It was only Shaya and me, up before the sun, snuggled into one another on the brown couch. The wool blanket from India covered part of my legs and all of him, and he snuggled in. I dozed a little.
On a regular day, I’d be up and moving by then. I think it was 6:40 when I climbed out of bed. On a school day, that’s far too late to move slowly.
But today, when the kids are off from school and Dan is home from work because Dr. Martin Luther King, Jr., dared to envision a world with more equality and freedom for all, there was freedom to sleep longer, to watch the end of a favorite movie as the dawn approached, to read a little as I ate my toast.
It is just one day, and we want to pack so much into it. There is the appointment to see the place where we will celebrate Asher’s bar mitzvah, and a lesson for Eliana’s bat mitzvah, to work on the prayers and the Torah chanting. Shaya wants a pair of roller blades. So do I.
And the kids want to use them to glide around a wooden floor while music plays loud.

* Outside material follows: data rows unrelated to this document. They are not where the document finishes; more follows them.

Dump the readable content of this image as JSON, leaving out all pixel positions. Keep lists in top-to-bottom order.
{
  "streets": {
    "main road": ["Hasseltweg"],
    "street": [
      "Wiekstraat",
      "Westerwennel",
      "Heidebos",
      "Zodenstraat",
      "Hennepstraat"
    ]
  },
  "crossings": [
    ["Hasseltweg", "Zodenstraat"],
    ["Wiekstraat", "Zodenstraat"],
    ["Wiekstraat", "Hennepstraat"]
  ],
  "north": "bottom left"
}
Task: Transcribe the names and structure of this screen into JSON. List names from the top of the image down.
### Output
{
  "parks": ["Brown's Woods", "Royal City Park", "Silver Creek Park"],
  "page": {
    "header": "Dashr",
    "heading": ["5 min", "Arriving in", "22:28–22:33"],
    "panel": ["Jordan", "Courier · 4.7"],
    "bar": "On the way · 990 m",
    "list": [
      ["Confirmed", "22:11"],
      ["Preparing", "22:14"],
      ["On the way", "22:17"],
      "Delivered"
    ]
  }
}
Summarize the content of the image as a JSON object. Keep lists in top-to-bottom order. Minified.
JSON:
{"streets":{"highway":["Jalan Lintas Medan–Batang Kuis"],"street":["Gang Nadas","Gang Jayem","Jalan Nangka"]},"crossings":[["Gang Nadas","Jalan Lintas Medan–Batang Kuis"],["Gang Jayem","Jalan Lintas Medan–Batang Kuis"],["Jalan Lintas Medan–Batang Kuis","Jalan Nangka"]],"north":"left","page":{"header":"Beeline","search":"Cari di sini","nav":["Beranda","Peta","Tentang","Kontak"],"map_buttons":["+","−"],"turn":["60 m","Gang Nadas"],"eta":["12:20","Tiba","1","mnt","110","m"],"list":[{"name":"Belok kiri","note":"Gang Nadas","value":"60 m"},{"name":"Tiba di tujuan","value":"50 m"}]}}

Dan says he’ll take pictures; he can’t master the balance, even though I promised to hold his hand.
We want to make soup, so the butternut squash is roasting now with garlic, to be done before we leave. I can smell the smokiness. Last night, I drove in quiet as my eldest son chattered after a fun bar mitzvah party, a celebration with a friend he’s known since first grade.
Those late-night drives are the times when I learn so much. The best parenting comes from listening well and not forcing the conversation.
So on this day of freedom, we won’t spend much time pondering the meaning behind it or why we are off school and work. Why the mail doesn’t come. Why we have it so easy when so many had to fight for what we take for granted.
I’ve been reading Herman Wouk for the past few months, and his lovely winding narratives remind me of how easy it is for me today, as a Jew, as a woman, and how for most of the history of mankind, it just wasn’t.
It takes so long to fight for freedom and rights and entry, and then we simply walk through the door and never look back. It takes a heartbeat to forget all the turmoil that got us there.
We must do what is right because it is right – not because it is comfortable or fun. We must not even ponder how it feels for us. We can’t even matter in that moment because to do for others, to repair the world, to heap a salve of salvation on a society blighted by fear and hate is too important work to think of ourselves.